Para a construção da identidade, devemos considerar o outro, uma vez que o
homem é um ser social. O indivíduo reconhece o seu eu no momento que ele se
diferencia do outro e recebe desse outro o reconhecimento de si. “A identidade é
evidentemente um elemento-chave da realidade subjetiva, e tal como toda realidade
subjetiva acha-se em relação dialética com a sociedade. Assim, a identidade é
formada por processos sociais” (Berger e Luckmann, 1974, p. 228). Por isso, não
podemos estudar a identidade do indivíduo desvinculada da identidade social.

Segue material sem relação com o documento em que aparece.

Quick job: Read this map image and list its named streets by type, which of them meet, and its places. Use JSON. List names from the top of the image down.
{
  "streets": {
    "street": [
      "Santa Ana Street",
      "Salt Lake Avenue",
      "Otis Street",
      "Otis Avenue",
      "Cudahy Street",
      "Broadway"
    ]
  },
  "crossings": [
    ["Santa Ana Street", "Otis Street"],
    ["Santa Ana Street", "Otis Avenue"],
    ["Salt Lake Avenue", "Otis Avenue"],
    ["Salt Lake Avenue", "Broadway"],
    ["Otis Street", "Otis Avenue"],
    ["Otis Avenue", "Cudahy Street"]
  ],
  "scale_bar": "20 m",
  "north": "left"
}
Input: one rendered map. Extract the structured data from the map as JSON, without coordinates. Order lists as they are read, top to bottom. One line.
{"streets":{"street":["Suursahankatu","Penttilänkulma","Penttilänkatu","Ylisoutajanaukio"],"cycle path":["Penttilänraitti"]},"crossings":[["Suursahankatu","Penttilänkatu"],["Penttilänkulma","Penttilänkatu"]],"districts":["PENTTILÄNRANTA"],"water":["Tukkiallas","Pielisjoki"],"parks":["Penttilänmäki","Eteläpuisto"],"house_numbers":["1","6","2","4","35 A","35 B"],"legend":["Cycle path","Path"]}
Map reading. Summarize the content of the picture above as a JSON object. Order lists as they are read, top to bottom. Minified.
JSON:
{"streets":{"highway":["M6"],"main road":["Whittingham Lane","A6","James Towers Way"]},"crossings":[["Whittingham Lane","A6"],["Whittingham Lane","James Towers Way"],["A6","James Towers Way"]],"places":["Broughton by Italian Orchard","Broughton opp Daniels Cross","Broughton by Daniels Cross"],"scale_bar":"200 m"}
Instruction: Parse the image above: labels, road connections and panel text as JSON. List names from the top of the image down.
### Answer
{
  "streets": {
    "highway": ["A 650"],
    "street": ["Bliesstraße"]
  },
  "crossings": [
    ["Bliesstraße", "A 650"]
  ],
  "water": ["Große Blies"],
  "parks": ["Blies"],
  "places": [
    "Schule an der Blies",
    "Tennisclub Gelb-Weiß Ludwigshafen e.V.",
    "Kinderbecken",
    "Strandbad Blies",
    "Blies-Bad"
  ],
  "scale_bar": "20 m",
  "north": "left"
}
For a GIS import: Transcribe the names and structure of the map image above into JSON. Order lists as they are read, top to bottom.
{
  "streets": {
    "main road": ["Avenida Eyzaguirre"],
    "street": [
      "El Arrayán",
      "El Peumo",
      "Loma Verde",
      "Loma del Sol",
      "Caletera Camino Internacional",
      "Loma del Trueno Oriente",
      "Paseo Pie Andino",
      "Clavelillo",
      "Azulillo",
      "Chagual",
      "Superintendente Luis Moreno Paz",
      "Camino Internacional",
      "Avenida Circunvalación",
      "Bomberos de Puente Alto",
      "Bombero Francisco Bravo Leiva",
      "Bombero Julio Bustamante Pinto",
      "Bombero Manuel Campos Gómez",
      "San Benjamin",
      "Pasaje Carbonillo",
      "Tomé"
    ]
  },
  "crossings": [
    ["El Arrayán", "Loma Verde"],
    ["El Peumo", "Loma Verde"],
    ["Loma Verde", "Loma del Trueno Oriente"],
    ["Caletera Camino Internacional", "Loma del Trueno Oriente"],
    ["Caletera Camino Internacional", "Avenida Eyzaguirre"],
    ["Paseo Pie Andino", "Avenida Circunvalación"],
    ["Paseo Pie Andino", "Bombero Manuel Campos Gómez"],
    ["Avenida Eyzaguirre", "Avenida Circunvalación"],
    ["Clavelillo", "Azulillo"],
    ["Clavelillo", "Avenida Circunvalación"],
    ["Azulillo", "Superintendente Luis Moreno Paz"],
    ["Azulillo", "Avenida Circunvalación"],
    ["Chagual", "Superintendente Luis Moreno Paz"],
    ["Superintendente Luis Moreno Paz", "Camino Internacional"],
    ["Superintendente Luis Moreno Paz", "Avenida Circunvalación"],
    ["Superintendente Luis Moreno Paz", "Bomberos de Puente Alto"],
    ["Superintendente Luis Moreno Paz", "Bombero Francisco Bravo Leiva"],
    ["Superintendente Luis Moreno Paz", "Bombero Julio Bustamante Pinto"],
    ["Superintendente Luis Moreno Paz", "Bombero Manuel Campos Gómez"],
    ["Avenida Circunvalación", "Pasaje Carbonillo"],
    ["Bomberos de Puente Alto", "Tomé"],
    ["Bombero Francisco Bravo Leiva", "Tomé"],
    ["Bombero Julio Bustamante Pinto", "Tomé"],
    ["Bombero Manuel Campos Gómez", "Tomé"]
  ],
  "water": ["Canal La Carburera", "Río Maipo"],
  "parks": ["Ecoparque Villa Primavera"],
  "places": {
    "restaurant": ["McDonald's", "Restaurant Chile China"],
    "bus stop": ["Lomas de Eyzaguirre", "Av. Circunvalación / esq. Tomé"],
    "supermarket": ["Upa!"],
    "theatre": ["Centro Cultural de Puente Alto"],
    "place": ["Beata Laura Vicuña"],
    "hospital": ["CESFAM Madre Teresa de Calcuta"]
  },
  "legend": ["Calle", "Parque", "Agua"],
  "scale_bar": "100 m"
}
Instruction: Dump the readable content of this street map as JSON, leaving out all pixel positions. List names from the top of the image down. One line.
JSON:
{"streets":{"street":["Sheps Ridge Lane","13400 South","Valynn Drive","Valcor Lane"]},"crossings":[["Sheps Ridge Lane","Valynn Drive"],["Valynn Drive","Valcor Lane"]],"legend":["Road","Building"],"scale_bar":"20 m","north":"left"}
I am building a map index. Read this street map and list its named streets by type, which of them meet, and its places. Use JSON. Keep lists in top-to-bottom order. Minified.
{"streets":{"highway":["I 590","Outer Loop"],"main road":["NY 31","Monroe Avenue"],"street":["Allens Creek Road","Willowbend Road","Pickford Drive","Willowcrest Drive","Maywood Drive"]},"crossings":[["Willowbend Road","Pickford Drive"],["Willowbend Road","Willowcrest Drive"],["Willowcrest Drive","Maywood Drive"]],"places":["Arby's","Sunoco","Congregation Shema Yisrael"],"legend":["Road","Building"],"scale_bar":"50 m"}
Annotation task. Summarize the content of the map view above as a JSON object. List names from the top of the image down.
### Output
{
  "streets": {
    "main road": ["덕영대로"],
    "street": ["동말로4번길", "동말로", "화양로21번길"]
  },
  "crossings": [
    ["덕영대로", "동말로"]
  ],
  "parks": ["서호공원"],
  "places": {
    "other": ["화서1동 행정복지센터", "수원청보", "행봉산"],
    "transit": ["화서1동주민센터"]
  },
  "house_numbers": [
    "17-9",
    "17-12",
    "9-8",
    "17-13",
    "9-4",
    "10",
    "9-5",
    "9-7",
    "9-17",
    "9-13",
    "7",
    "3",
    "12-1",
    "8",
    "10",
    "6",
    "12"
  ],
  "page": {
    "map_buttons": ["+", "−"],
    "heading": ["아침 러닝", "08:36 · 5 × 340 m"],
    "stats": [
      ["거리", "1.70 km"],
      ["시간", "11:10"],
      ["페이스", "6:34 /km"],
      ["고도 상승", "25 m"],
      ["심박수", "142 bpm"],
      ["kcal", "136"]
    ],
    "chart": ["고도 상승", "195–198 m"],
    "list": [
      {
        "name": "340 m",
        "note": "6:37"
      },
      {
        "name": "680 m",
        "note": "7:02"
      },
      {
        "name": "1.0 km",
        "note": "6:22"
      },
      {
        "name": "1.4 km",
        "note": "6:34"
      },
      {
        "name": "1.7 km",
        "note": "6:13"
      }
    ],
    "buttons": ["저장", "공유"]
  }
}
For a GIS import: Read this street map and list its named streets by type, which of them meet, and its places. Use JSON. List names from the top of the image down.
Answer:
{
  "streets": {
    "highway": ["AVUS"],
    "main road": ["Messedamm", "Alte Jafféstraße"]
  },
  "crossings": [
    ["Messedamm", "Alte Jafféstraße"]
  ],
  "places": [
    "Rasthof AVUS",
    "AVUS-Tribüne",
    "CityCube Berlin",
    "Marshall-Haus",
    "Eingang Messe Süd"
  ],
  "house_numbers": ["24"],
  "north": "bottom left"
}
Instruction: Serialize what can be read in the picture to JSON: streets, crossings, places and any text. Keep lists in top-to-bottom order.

Outro aspecto importante em relação à identidade é que ela não pode ser
considerada como algo estático. Pelo contrário, segundo Ciampa (2001a), a
identidade é vista como metamorfose, como algo que se renova, se reestrutura, muda
com as transformações objetivas e subjetivas do indivíduo. Identidade que se constrói
na articulação dos vários papéis a serem desempenhados pela pessoa no decorrer da
vida.
Como estamos tratando de religião e sociedade, pode-se, então, afirmar que as
pessoas que participam de um grupo religioso terão suas identidades transformadas
por esta vivência. E também em vista da pluralidade de religiões, de várias
alternativas e possibilidades, qualquer um sente-se no direito de abraçar qualquer
religião ou não abraçar nenhuma, mudar e converter-se, pois a conversão não é uma
adesão definitiva e permanente. Porém, àqueles que aderem à Renovação Carismática
Católica (RCC) se enfatiza a vida nova que recebem e que deixem o Espírito Santo
atuar. Aí entra a comunidade dando apoio e sustentação.
Ter uma experiência de conversão não é nada demais. A coisa
importante é ser capaz de conservá-la, levando-a a sério, mantendo
o sentimento de sua plausibilidade. É aqui onde entra a comunidade
religiosa. Esta fornece a indispensável estrutura de plausibilidade
para a nova realidade (Berger e Luckmann, 1974, p.209).
Para a RCC, aqueles que aderem à sua visão de mundo devem ser capazes de
mudar, de transformar sua vida. Neste aspecto, há uma aproximação com a visão de
identidade formulada por Ciampa (2001a), a de identidade-metamorfose, que tende
para a transformação do indivíduo. Identidade-metamorfose que visa à emancipação
humana, e há emancipação quando é possível identificar no discurso do sujeito o
movimento de mudança significativa. Ou seja, as várias mudanças quantitativas, que
muitas vezes não têm grande significado, devem levar a uma mudança qualitativa.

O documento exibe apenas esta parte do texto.